The Russian journalist Yevgeny Pozhidaev set out to explore the veracity of beliefs that ethnic Russians hold about people from the North Caucasus. According to Pozhidaev, the population of the North Caucasian republics, excluding Adygea, is 6.6 million, of which about 600,000 are ethnic Russians. The remaining six million comprises only 4.2 percent of the total population of Russia, the reporter pointed out. Moreover, Pozhidaev found that as of 2009, the birthrates in all North Caucasian republics, with the exception of Chechnya, were lower than the level of population replacement, which is 2.15 children per woman. In Kabardino-Balkaria the rate was 1.51 children per woman; in Karachaevo-Cherkessia, it was 1.75; in North Ossetia, 1.84; in Dagestan, 1.96; in Ingushetia, 1.97; in Chechnya, 3.38. The average birthrate in Russia as a whole was 1.537. Thus, according to Pozhidaev, North Caucasian nationalities are on their way to acquire “European population reproduction” patterns. The rapid growth of the population in the North Caucasus is the result of its earlier high birthrate, the journalist argued. In 1988–1990, the birthrate coefficient in Dagestan was 3.07—nearly 1.7 times greater than average in Russia. However, in 1991–2006, the birthrate in Dagestan fell much faster than it did in the Slavic part of Russia, and the two birthrates were nearly the same, Pozhidaev concluded (http://www.regnum.ru/news/polit/1579394.html#ixzz29JFI1AYR).
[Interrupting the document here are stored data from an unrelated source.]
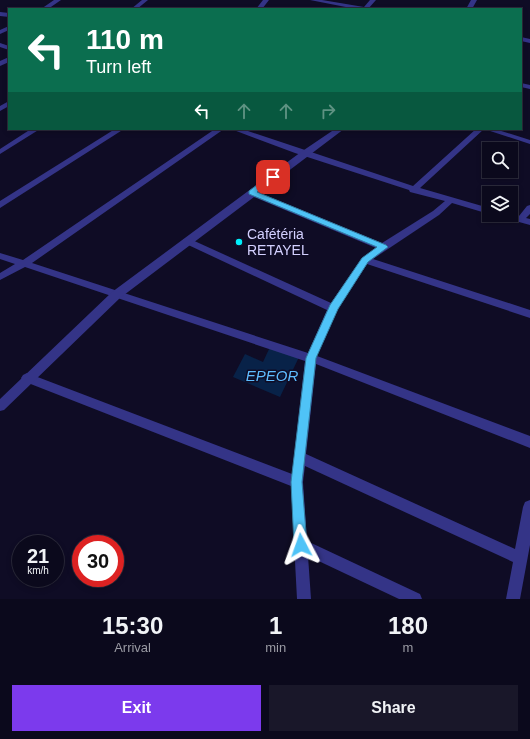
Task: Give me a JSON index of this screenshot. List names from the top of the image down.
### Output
{
  "water": ["EPEOR"],
  "places": ["Cafétéria RETAYEL"],
  "page": {
    "turn": ["110 m", "Turn left"],
    "speed": "21 km/h",
    "limit": "30",
    "eta": [
      "15:30",
      "Arrival",
      "1",
      "min",
      "180",
      "m"
    ],
    "buttons": ["Exit", "Share"]
  }
}
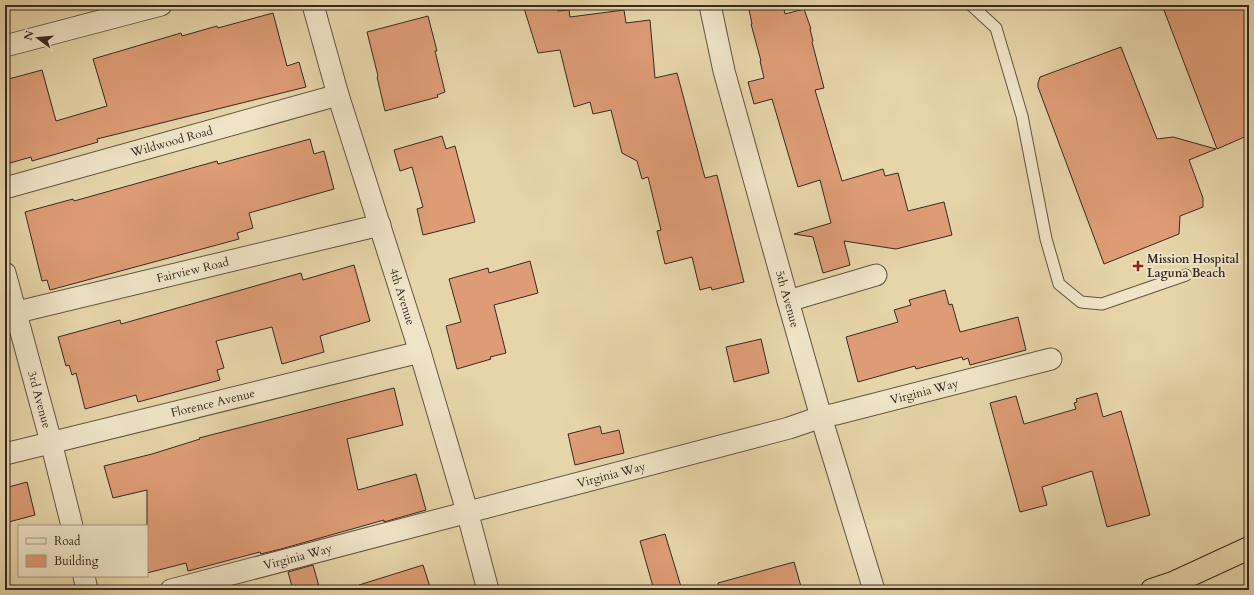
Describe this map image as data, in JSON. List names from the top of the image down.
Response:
{
  "streets": {
    "street": [
      "Wildwood Road",
      "Fairview Road",
      "4th Avenue",
      "5th Avenue",
      "Virginia Way",
      "3rd Avenue",
      "Florence Avenue"
    ]
  },
  "crossings": [
    ["Wildwood Road", "4th Avenue"],
    ["Fairview Road", "4th Avenue"],
    ["Fairview Road", "3rd Avenue"],
    ["4th Avenue", "Virginia Way"],
    ["4th Avenue", "Florence Avenue"],
    ["5th Avenue", "Virginia Way"],
    ["3rd Avenue", "Florence Avenue"]
  ],
  "places": {
    "health": ["Mission Hospital Laguna Beach"]
  },
  "legend": ["Road", "Building"],
  "north": "left"
}
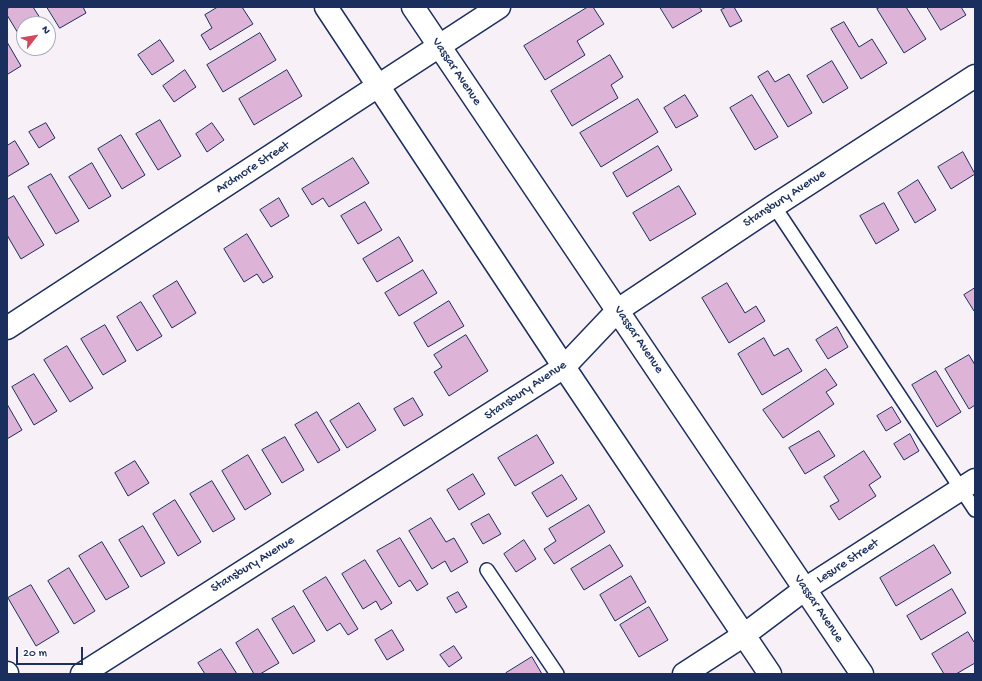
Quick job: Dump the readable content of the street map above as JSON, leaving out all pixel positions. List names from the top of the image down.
{
  "streets": {
    "street": [
      "Vassar Avenue",
      "Ardmore Street",
      "Stansbury Avenue",
      "Lesure Street"
    ]
  },
  "crossings": [
    ["Vassar Avenue", "Ardmore Street"],
    ["Vassar Avenue", "Stansbury Avenue"],
    ["Vassar Avenue", "Lesure Street"]
  ],
  "scale_bar": "20 m",
  "north": "top right"
}
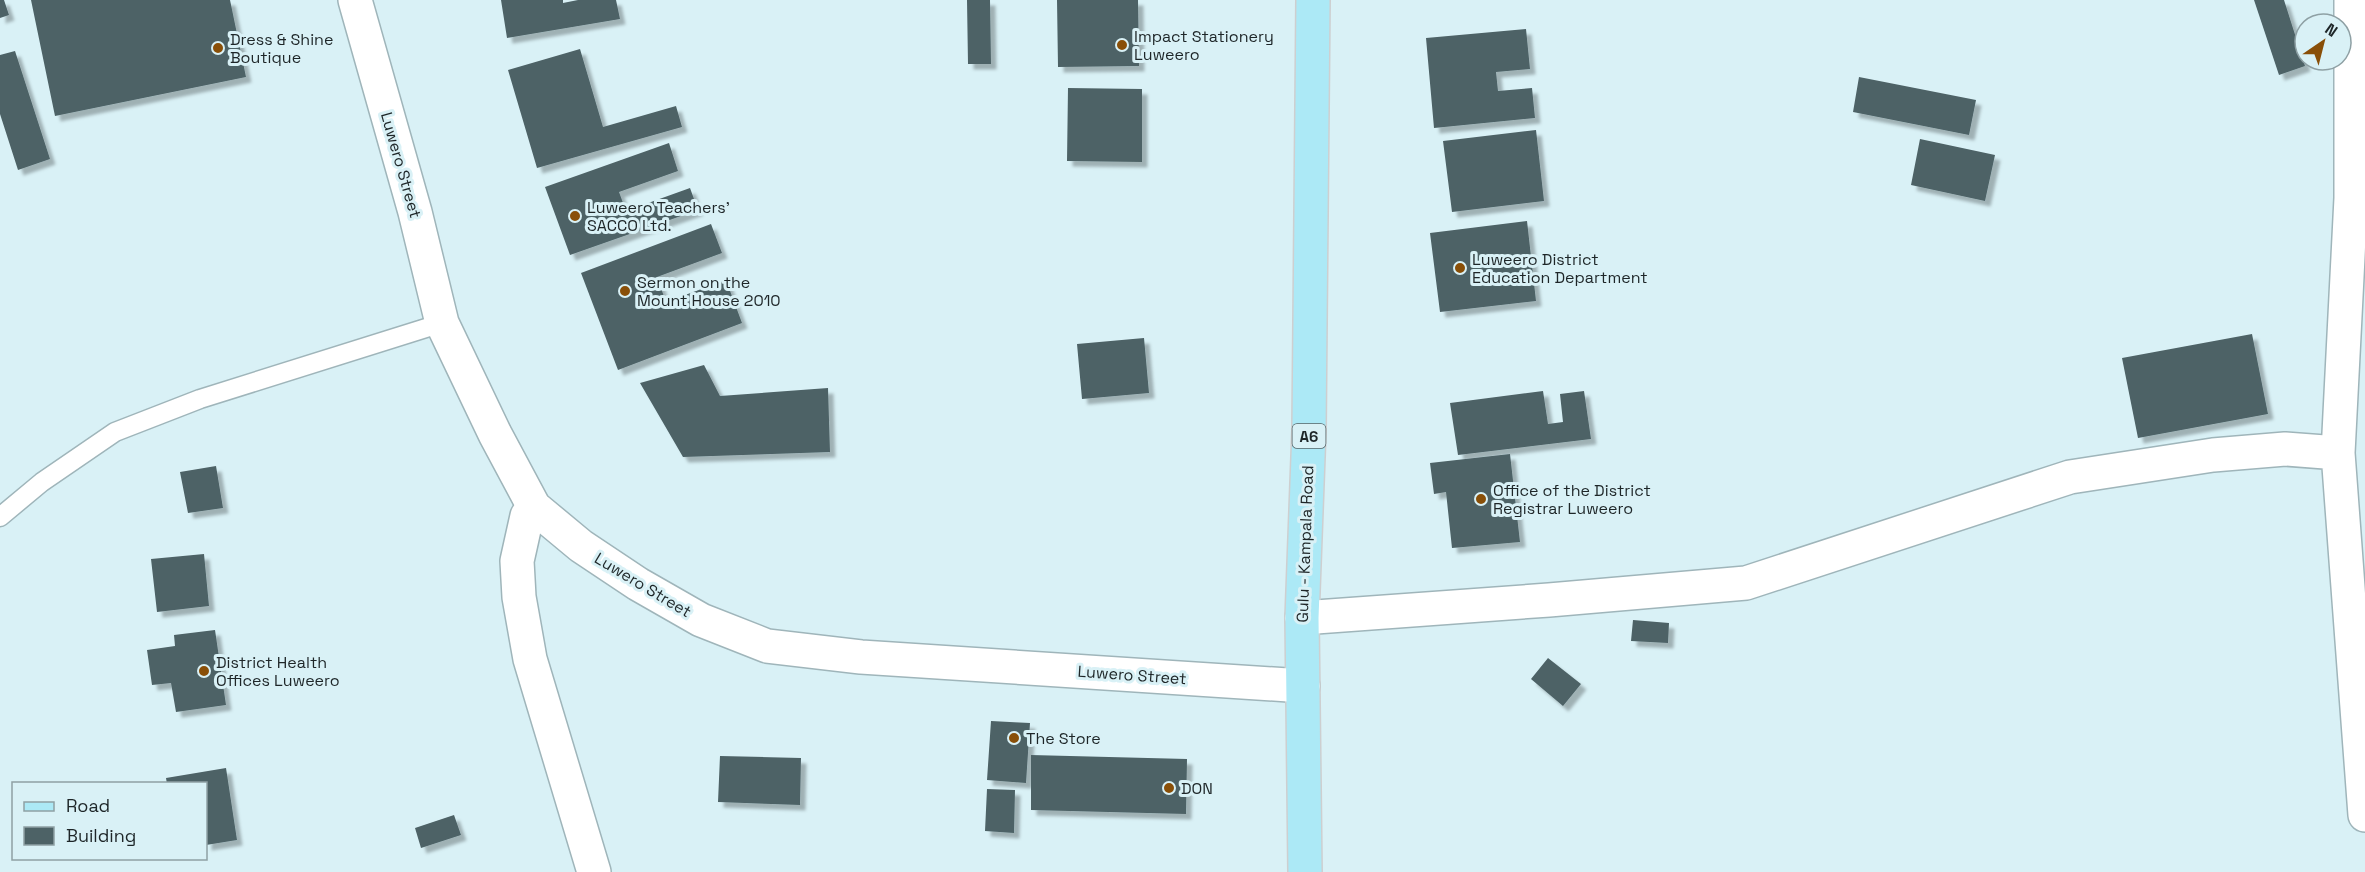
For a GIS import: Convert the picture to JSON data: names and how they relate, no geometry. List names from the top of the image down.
{
  "streets": {
    "main road": ["A6", "Gulu - Kampala Road"],
    "street": ["Luwero Street"]
  },
  "crossings": [
    ["Luwero Street", "Gulu - Kampala Road"]
  ],
  "places": [
    "Impact Stationery Luweero",
    "Dress & Shine Boutique",
    "Luweero Teachers' SACCO Ltd.",
    "Luweero District Education Department",
    "Sermon on the Mount House 2010",
    "Office of the District Registrar Luweero",
    "District Health Offices Luweero",
    "The Store",
    "DON"
  ],
  "legend": ["Road", "Building"],
  "north": "top right"
}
The Russian statistical service’s website, however, indicates that in 2009–2010, the natural growth of population, measured as the net addition of individuals per 1,000 people, across the North Caucasus significantly outperformed the rest of Russia. Russia as a whole experienced a net loss of population of -1.7 and -2.0 per 1,000 in 2009 and 2010, respectively. In the same period, the growth rate in Dagestan was 11.8 and 12.2 per 1,000; in Ingushetia, 14.2 and 17.8; in Kabardino-Balkaria, 4.1 and 4.9; in Karachaevo-Cherkessia, 3.6 and 3.2; in North Ossetia, 2.7 and 3.6; in Chechnya, 23.3 and 23.0 (Russian state statistical service, www.gks.ru). So not only did the North Caucasian republics have a significantly higher population growth rate than the rest of Russia in 2009, but all of them except Karachaevo-Cherkessia and Chechnya further increased their population growth rate in 2010.
Russian official statistics can be tricky. Whatever the ratio of the birthrates in the North Caucasus to those in Slavic Russia, Russian public opinion appears to be intent on exaggerating and focusing on the differences between the two groups, and it is unlikely that statistics are powerful enough to reverse this trend.